Ökokriegerin mit zartesten Unterhaltungsmitteln: Anohni präsentiert ihr neues Album
Das Sangeswesen mit der Engelsstimme verpackt neu gefundenen Öko-Zorn in Discosound.

Wie nah an den Tränen gebaut war das, was Antony Hegarty einst über den Traum, eine Frau zu sein, sang; über die Angst vor Einsamkeit, die jede Verwandlung begleitet, und sei sie noch so herbeigesehnt.

Antony nennt sich nun Anohni – als Zeichen, dass die Verwandlung zumindest für sie selbst abgeschlossen ist. Und was sie nun mit der unverwechselbaren Engelsstimme zu singen hat, ist eigentlich um vieles trauriger als das, was zuvor schon zu Tränen gerührt hatte: Allein der Titel des neuen Albums, "Hopelessness", lässt das wissen. Es geht um eine Verwandlung der ganz anderen Art: Um diejenige brutale Verwandlung nämlich, die der Mensch dem Planeten und auch sich selbst aufzwingt.

Es geht um Drohnenkrieg, Klimawandel, Migration, Überwachung und auch um die daraus resultierende geistige Brutalität.

Es geht um die Unfähigkeit, das Zarte, das Lebendige zu beschützen, um Hilflosigkeit und Ohnmacht angesichts der rücksichtlosen Gemeinheit und der idiotischen Selbstzerstörung, in der wir uns verfangen.

Doch Anohni verpackt die Trauer und den Zorn darüber in völlig ungewohnten Klang: Die tristesten Probleme der Gegenwart und Zukunft kommen in locker-flockig-tanzbarem Discosound daher. Tschaka-tschaka-tschaka, Nordkorea, tschaka-tschaka-tschaka, Bombenkrieg.

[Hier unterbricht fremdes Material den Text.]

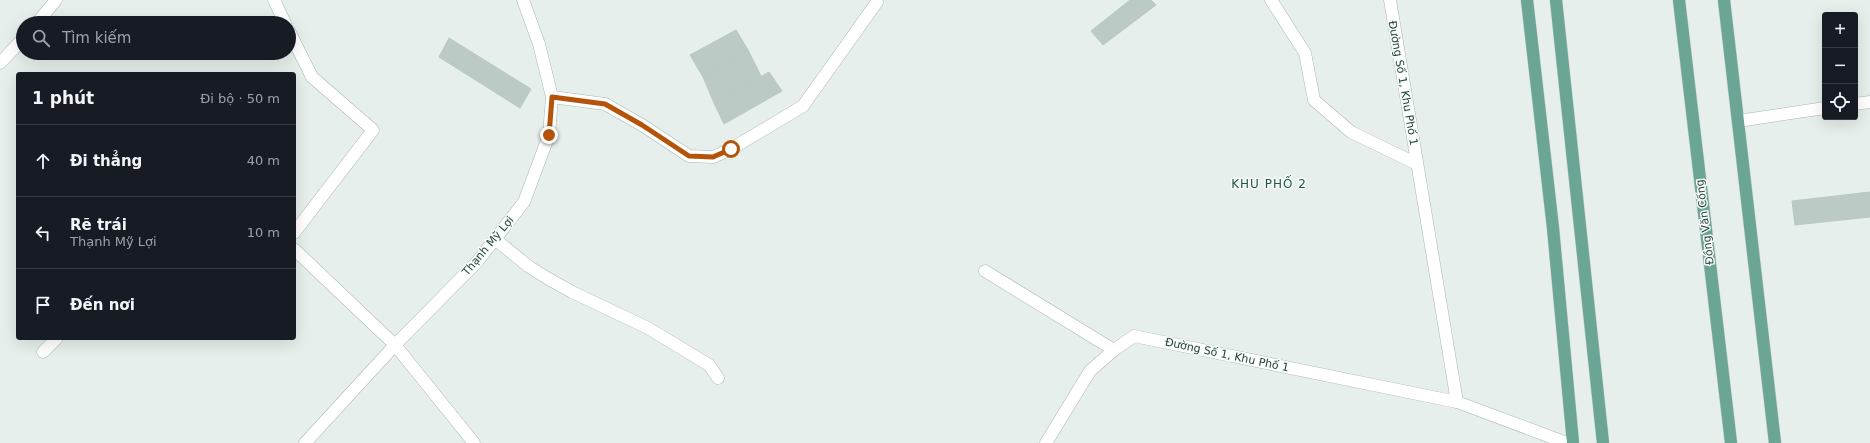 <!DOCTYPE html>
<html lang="vi">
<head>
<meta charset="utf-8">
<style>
  :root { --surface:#171b24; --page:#20242c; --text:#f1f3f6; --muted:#9ea1a6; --line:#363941 }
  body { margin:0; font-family:"DejaVu Sans",sans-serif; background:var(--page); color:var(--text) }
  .controls { position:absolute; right:12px; top:12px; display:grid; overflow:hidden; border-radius:4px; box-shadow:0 4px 16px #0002 }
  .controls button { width:36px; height:36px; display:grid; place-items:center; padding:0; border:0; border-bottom:1px solid var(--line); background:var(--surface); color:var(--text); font:20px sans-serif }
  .stop { position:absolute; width:12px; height:12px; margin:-9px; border:3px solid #b45309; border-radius:50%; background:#fff }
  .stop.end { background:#b45309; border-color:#fff; box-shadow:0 1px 4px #0008 }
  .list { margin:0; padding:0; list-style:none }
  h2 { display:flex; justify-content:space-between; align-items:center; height:52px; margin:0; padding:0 16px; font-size:17px }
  h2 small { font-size:13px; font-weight:400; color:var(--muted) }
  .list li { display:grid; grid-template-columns:26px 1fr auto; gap:12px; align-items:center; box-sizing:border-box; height:72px; padding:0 16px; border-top:1px solid var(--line) }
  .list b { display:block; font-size:15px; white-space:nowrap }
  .list p { margin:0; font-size:13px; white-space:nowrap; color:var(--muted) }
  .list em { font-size:13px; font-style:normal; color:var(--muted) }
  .icon { flex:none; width:22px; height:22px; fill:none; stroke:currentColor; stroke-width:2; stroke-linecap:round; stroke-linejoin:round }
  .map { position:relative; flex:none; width:1870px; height:443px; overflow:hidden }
  .search { position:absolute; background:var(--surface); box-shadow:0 4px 16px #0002; left:16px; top:16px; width:280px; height:44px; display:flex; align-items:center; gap:10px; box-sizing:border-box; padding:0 14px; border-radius:22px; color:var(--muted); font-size:15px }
  .panel { position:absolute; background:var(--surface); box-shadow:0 4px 16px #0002; left:16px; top:72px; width:280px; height:268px; border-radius:4px }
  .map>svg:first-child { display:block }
  .building { fill:#bbcac4; stroke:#b8c9c2 }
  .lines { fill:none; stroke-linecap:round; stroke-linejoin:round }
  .minor-casing { stroke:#a8b8b2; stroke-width:13 }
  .major-casing { stroke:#c2cac8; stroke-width:13 }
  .minor { stroke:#fff; stroke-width:12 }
  .major { stroke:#6aa596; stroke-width:12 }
  .route { stroke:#b45309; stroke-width:5 }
  .labels { text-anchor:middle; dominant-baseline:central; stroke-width:3; stroke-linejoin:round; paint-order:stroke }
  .street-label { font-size:11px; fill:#24423a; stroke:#f7fbf9 }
  .neighbourhood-label { font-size:12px; letter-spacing:1px; fill:#1f5548; stroke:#f7fbf9 }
</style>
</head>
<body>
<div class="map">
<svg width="1870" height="443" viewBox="0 0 1870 443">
  <rect width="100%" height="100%" fill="#e6efeb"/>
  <g class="building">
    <polygon points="1130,0 1151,0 1156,5 1103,45 1091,31"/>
    <polygon points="736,30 748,50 703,77 690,55"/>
    <polygon points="449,38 531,89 520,108 439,57"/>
    <polygon points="748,50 761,76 714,103 703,77"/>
    <polygon points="769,72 782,91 724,124 714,103"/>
    <polygon points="1870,192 1870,217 1795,225 1792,201"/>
  </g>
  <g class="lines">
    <defs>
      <g id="minor">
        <polyline points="274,0 285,23"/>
        <polyline points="1271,0 1305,53 1314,100 1351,132 1417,164"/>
        <polyline points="37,23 56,0"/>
        <polyline points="289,31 312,77 373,130 294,233"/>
        <polyline points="0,63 23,39"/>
        <polyline points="552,97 605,104 642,125 689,156 713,157 731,149 803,106 877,2"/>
        <polyline points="1855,104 1870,102"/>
        <polyline points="1738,121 1825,108"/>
        <polyline points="495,239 528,266 547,278 572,292 648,328 681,348 709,365 718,378"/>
        <polyline points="294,249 395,345 474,443"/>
        <polyline points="985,271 1114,350"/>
        <polyline points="43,352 57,338"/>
        <polyline points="1457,402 1567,443"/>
        <polyline points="305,443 395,345 477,262 524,202 549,135 552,97 539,44 523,0"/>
        <polyline points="1046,443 1090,371 1114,350 1134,336 1457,402 1390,0"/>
      </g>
      <g id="major">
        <polyline points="1527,0 1553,228 1573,443"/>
        <polyline points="1556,0 1603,443"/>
        <polyline points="1679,0 1731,443"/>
        <polyline points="1724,0 1775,443"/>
      </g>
    </defs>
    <use href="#minor" class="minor-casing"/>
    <use href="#major" class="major-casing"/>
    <use href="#minor" class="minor"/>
    <use href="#major" class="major"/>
  </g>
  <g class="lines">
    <polyline class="route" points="549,135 552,97 605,104 642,125 689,156 713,157 731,149"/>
  </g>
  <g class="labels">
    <g class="street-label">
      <text transform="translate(1403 83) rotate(80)">Đường Số 1, Khu Phố 1</text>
      <text transform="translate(1705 222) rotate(-97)">Đồng Văn Cống</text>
      <text transform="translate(488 246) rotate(-50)">Thạnh Mỹ Lợi</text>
      <text transform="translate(1227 355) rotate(12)">Đường Số 1, Khu Phố 1</text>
    </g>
    <g class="neighbourhood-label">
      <text x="1269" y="184">KHU PHỐ 2</text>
    </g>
  </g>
</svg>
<div class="controls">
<button>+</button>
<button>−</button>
<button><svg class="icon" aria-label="locate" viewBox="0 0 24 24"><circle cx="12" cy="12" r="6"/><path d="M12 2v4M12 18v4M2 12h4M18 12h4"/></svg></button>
</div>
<div class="stop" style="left:731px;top:149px"></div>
<div class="stop end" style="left:549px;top:135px"></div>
<div class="search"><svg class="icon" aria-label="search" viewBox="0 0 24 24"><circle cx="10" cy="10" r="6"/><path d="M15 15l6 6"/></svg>Tìm kiếm</div>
<section class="panel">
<h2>1 phút<small>Đi bộ · 50 m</small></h2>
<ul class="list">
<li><svg class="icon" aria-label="ahead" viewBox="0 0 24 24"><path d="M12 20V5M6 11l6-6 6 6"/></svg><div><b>Đi thẳng</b></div><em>40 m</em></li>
<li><svg class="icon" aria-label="left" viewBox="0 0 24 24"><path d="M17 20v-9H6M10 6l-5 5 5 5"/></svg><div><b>Rẽ trái</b><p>Thạnh Mỹ Lợi</p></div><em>10 m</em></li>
<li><svg class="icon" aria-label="arrive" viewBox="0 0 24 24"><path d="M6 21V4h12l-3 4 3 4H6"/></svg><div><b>Đến nơi</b></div></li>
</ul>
</section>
</div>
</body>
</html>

Die kammermusikalischen Kunstpop-Tage sind vorbei; jetzt muss, angesichts der Dringlichkeit des vorgefundenen Menschheitsdesasters, zu anderen Mitteln gegriffen werden: Der leichte Klang des neuen Albums, so Anohni in einem Interview mit der New York Times, sei ein trojanisches Pferd, über das man schwierige Themen in die Gehörgänge und damit die Gehirne der Hörer einschleusen kann.

Denn es geht nicht mehr ums zutiefst Persönliche, sondern um das zutiefst Politische. Darum, dass die Erde sich zwar "nur" um 4 Grad aufheizen werde; dass diese scheinbare Nebensächlichkeit jedoch einer äußeren, nicht zuletzt aber auch einer inneren Katastrophe gleichkomme.

Entrückt

Denn "die Unterdrückung der Erde und der Frauen ist ein und dasselbe", sagt Anohni. Und hier treffen einander die zwei Welten der Sängerin wieder: Ihr innerer Konflikt – sie lebte als imposanter Mann mit zarter Stimme, wusste aber immer schon, dass sie als Frau empfindet – und der äußere Konflikt sind Kehrseiten der selben Medaille. So auch "Drone Bomb Me", wo das Umkommen durch ferngesteuerte Bomben zur entrückten Todeslust verschwimmt. Ein Drahtseilakt wie "Hopelessness" überhaupt: Das alles könnte auch ganz schön nerven. Anohni aber führt den Ökokampf mit feinsten Unterhaltungsmitteln, sie ist frisch berufene Mahnerin, die durch ihre ätherische Falsettstimme umso intensiver wirkt.